> **Work to be completed**:
As the answer, set down the lines below from the one containing "What data does the map screen" through the one containing "For a GIS import: What", exactly and inclusively, and no others.

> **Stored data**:
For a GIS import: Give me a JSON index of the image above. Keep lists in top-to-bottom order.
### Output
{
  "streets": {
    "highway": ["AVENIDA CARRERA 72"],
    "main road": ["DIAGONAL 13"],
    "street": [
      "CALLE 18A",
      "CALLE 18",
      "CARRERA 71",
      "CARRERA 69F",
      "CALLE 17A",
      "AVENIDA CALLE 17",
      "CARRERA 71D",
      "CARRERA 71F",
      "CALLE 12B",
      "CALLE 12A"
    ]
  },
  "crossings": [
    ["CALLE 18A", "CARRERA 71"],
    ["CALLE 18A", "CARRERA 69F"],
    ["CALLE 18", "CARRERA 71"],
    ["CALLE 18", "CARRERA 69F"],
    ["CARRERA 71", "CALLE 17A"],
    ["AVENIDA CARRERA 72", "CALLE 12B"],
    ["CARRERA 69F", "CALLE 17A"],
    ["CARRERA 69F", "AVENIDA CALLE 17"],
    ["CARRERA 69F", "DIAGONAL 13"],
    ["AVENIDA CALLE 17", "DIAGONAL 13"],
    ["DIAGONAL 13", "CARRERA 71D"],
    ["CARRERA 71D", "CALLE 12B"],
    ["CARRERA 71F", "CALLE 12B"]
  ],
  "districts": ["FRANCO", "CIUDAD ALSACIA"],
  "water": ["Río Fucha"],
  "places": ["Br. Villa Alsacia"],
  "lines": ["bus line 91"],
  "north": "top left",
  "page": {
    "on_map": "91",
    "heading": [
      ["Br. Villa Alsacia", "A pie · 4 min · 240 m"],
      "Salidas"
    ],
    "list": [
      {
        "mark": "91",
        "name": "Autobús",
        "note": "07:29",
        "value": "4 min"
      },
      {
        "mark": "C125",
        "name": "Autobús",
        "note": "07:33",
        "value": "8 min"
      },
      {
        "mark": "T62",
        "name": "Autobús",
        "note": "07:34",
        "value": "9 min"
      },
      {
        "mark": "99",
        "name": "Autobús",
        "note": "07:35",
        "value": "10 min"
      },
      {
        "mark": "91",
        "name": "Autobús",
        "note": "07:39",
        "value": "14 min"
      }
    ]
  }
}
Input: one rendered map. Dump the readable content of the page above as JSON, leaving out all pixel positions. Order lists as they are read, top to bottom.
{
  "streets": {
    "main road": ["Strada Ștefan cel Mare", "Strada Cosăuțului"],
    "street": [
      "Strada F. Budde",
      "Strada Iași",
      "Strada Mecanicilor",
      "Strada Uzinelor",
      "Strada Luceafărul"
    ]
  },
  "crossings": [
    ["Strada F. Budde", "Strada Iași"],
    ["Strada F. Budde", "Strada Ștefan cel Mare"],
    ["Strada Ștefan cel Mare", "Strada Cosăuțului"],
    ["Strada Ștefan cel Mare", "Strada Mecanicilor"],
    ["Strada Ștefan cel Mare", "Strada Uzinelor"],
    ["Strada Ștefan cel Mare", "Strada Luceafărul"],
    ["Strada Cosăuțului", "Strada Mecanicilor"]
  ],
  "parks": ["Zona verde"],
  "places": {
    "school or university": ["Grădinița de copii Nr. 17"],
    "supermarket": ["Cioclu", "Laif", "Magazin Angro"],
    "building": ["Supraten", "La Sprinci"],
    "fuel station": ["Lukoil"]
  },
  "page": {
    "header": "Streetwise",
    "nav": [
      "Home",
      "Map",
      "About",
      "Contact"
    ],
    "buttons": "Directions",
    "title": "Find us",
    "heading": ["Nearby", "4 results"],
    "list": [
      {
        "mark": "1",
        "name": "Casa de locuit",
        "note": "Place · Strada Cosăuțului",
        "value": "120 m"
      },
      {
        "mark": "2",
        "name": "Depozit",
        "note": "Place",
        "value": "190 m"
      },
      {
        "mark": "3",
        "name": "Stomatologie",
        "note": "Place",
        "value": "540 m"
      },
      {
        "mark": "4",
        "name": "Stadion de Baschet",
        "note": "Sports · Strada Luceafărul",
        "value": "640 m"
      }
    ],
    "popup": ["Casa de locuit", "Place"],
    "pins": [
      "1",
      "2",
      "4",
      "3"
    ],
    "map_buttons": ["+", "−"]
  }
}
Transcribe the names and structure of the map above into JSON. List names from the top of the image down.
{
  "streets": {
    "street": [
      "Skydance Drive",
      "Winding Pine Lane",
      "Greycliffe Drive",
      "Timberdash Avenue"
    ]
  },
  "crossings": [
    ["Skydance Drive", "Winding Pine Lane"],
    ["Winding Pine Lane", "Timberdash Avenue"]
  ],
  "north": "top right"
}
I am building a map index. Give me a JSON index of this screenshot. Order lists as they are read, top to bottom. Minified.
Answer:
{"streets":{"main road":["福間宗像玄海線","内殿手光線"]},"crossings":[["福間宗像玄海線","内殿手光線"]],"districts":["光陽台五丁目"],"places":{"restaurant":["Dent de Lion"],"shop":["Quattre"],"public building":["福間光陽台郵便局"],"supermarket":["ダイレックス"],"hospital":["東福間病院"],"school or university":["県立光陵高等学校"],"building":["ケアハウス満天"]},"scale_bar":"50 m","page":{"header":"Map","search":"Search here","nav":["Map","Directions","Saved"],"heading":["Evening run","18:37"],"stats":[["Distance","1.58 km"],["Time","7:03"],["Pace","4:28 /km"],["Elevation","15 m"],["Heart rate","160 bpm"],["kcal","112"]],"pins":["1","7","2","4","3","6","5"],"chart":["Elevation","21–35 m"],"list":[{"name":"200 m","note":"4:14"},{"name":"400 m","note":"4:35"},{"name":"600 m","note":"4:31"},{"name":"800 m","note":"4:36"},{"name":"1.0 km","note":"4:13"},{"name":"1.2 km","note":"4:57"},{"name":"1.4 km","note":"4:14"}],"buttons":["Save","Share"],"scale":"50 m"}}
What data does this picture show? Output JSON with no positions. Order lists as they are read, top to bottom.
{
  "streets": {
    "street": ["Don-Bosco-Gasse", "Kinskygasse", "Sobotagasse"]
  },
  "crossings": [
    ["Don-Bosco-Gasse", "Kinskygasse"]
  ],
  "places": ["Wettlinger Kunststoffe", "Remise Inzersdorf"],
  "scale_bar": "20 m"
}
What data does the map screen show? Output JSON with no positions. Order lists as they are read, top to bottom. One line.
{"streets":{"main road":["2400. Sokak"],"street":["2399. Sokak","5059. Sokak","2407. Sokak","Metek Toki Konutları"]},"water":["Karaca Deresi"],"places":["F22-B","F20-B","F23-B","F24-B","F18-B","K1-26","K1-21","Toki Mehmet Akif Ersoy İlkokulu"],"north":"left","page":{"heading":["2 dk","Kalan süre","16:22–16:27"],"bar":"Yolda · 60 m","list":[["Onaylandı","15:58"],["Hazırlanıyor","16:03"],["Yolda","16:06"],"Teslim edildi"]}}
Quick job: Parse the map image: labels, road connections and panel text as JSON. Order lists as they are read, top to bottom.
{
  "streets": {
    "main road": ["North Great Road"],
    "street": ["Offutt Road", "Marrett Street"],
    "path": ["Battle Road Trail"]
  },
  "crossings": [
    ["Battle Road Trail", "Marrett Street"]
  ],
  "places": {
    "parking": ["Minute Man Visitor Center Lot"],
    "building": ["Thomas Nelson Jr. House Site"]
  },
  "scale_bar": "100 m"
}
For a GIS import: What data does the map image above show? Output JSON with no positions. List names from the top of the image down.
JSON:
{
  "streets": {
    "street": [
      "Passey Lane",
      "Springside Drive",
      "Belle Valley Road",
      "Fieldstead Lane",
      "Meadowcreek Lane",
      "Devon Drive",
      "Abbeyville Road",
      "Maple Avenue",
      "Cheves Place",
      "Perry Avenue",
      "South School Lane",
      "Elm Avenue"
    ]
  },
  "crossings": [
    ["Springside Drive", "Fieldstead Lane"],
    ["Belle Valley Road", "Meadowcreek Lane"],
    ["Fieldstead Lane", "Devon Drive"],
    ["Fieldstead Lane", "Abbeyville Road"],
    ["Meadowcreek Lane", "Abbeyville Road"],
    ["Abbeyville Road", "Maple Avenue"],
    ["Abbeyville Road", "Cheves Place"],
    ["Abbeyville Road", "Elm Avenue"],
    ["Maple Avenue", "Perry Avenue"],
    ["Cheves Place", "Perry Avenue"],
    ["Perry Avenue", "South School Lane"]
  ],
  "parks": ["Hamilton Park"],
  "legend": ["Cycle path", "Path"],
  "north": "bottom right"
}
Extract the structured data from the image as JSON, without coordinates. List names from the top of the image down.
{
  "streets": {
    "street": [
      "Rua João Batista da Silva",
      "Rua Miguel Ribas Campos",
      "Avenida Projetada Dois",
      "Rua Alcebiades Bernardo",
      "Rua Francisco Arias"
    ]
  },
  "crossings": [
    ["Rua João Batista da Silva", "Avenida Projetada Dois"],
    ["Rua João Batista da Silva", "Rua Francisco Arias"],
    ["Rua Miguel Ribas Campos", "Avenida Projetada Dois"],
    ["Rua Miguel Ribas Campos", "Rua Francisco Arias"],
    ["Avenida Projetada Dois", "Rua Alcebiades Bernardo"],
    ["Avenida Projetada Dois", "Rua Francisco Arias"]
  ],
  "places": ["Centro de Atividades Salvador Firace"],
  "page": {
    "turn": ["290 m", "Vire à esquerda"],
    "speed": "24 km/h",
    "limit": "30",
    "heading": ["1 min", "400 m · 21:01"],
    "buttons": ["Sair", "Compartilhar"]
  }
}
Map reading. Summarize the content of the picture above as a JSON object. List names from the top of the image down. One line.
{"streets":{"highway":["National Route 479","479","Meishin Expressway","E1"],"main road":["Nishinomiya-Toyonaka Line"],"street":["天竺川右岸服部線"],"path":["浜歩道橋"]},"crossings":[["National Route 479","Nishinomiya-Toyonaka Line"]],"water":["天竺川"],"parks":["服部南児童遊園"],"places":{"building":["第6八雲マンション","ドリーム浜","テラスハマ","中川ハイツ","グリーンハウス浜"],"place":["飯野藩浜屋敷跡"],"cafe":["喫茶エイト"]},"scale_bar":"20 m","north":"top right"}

> **Your response**:
What data does the map screen show? Output JSON with no positions. Order lists as they are read, top to bottom. One line.
{"streets":{"main road":["2400. Sokak"],"street":["2399. Sokak","5059. Sokak","2407. Sokak","Metek Toki Konutları"]},"water":["Karaca Deresi"],"places":["F22-B","F20-B","F23-B","F24-B","F18-B","K1-26","K1-21","Toki Mehmet Akif Ersoy İlkokulu"],"north":"left","page":{"heading":["2 dk","Kalan süre","16:22–16:27"],"bar":"Yolda · 60 m","list":[["Onaylandı","15:58"],["Hazırlanıyor","16:03"],["Yolda","16:06"],"Teslim edildi"]}}
Quick job: Parse the map image: labels, road connections and panel text as JSON. Order lists as they are read, top to bottom.
{
  "streets": {
    "main road": ["North Great Road"],
    "street": ["Offutt Road", "Marrett Street"],
    "path": ["Battle Road Trail"]
  },
  "crossings": [
    ["Battle Road Trail", "Marrett Street"]
  ],
  "places": {
    "parking": ["Minute Man Visitor Center Lot"],
    "building": ["Thomas Nelson Jr. House Site"]
  },
  "scale_bar": "100 m"
}
For a GIS import: What data does the map image above show? Output JSON with no positions. List names from the top of the image down.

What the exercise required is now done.